1915. A year into the Great War, Eve Gardiner burns to join the fight against the Germans and unexpectedly gets her chance when she’s recruited to work as a spy. Sent into enemy-occupied France, she’s trained by the mesmerizing Lili, the “Queen of Spies”, who manages a vast network of secret agents right under the enemy’s nose.
Thirty years later, haunted by the betrayal that ultimately tore apart the Alice Network, Eve spends her days drunk and secluded in her crumbling London house. Until a young American barges in uttering a name Eve hasn’t heard in decades, and launches them both on a mission to find the truth…no matter where it leads.

Paperback: 528 pages
Publisher: William Morrow Paperbacks (June 6, 2017)

My Review:

I really loved this book--so much so that the 500+ pages flew by, I stayed up late reading it during a busy week and I didn't want to put it down when I had to work or take care of adult life stuff. The Alice Network turned out to be a 5 star read for me--it's a skillful blend of real life--people and events with well-drawn fictional characters that brought the story to life.  
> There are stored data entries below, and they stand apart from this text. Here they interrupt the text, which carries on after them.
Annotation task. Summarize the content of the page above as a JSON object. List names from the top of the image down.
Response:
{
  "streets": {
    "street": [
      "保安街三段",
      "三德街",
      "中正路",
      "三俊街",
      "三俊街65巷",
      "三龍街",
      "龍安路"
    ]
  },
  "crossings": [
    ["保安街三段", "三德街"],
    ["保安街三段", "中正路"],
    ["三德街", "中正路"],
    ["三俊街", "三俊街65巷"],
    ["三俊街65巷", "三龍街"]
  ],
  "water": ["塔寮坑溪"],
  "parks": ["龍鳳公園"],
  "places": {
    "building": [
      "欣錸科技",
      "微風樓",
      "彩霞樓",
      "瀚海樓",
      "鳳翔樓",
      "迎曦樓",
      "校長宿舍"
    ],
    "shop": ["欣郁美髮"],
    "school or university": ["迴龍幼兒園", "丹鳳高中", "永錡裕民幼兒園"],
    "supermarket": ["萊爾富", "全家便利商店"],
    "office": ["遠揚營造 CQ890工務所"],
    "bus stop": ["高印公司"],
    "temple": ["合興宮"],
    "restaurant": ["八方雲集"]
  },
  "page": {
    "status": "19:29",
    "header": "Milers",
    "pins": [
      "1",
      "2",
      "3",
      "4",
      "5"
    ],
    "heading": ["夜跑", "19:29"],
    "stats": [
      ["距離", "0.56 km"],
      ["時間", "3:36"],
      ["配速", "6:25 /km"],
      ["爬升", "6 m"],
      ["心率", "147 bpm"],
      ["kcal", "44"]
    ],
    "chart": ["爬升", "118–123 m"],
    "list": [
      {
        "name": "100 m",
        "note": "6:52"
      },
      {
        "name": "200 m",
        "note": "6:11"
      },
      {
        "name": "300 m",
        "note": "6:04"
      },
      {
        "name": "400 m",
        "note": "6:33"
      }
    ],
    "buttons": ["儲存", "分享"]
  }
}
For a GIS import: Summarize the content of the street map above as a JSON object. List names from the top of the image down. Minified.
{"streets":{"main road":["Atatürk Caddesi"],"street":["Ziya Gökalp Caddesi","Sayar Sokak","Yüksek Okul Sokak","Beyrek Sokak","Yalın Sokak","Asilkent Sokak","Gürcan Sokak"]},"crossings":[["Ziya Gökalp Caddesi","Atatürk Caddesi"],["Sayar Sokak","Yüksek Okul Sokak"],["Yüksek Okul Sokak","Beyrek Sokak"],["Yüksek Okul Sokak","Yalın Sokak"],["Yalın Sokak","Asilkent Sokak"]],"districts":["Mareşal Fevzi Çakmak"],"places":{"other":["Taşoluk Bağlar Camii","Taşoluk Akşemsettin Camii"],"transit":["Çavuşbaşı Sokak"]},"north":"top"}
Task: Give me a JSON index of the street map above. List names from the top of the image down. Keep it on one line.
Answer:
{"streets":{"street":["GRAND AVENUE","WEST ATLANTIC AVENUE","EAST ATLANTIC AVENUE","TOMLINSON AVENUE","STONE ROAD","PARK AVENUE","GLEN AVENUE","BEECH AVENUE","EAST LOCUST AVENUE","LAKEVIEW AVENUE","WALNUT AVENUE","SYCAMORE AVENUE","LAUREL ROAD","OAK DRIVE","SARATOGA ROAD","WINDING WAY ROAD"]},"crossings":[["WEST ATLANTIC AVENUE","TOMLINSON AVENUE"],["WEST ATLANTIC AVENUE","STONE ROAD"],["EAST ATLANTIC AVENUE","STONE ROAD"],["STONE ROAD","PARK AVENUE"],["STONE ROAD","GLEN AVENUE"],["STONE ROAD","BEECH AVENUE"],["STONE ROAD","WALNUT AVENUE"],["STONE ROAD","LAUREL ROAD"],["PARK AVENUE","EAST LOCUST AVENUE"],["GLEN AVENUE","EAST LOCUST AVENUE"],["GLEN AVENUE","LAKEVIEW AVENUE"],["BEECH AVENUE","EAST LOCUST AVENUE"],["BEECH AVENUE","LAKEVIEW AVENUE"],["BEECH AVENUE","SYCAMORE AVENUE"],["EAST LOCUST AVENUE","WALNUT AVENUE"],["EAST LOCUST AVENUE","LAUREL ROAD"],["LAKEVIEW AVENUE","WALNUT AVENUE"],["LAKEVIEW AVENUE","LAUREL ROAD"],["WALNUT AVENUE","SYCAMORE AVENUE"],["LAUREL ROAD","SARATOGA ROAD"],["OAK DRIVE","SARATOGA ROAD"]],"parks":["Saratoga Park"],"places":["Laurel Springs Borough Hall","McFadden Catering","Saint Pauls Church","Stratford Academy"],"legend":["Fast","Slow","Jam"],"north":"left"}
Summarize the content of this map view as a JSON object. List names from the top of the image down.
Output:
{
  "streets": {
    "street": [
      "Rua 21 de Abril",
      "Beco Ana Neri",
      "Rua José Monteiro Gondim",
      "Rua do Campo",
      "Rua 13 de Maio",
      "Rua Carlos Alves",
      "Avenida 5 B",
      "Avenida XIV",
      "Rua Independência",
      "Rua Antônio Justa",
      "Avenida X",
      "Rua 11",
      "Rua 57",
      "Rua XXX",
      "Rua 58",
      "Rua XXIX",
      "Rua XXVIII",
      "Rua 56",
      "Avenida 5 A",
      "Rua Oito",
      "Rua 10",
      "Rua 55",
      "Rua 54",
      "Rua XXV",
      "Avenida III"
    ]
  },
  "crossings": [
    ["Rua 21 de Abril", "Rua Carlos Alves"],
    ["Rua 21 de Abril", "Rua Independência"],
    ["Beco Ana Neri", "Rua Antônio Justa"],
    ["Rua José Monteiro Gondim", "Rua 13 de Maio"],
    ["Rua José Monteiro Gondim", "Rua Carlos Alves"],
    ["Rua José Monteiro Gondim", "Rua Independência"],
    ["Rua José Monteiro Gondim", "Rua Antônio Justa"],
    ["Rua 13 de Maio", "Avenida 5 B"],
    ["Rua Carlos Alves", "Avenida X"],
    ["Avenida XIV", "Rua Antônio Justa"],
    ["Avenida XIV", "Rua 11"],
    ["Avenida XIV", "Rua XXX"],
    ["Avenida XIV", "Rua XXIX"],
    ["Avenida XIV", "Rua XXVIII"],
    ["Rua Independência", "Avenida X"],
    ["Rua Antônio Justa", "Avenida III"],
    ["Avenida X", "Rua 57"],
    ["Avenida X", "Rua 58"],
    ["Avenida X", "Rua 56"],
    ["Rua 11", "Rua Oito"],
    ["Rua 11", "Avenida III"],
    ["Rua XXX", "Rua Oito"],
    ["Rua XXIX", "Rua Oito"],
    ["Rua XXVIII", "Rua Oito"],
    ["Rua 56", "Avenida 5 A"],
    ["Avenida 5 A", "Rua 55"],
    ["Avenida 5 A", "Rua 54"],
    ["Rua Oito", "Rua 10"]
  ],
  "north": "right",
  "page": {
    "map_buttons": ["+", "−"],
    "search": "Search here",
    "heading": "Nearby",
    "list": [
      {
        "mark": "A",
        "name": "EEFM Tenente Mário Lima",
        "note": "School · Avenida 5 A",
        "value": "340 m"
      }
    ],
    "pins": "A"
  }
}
I love historical fiction, especially when it is set in World War I or World War II. I also love war-time historicals that give me a different insight or perspective and The Alice Network did just that. Although I knew about and have read and seen bits and pieces about female intelligence agents and spy networks during the wars, I was not familiar with the real-life heroine Louise de Bettignies and The Alice Network, the spy ring that she led. (There is a great afterward with details about the history and further reading suggestions and I found myself googling for historical details several times throughout and after my reading.) Kate Quinn did an amazing job in using de Bettignies's story (Alice Dubois was one of her pseudonyms) as the core of her novel while creating two strong female leads in Eve Gardiner, a young recruit sent into a spy network in France in 1915, and Charlotte (Charlie) St. Cloud, an American college student looking for her missing French cousin in 1947 where their paths intertwine. Both characters are complex, somewhat lost, feel real, and are easy to root for and the supporting characters are also interesting and nuanced. Being a wartime novel, you know things are not going to end well for everyone, so being so vested in these characters was fairly nerve-wracking as I was biting my nails any time there was the scent of danger in the air. (My right hand is not pretty!) The two stories intertwine well as the book goes back and forth between the time periods and it was interesting to look at the similarities and differences of France during the thick of WW1 and right after the end of WW2. Quinn writes with enough detail to put you right into the setting, while not bogging down the story or the action. 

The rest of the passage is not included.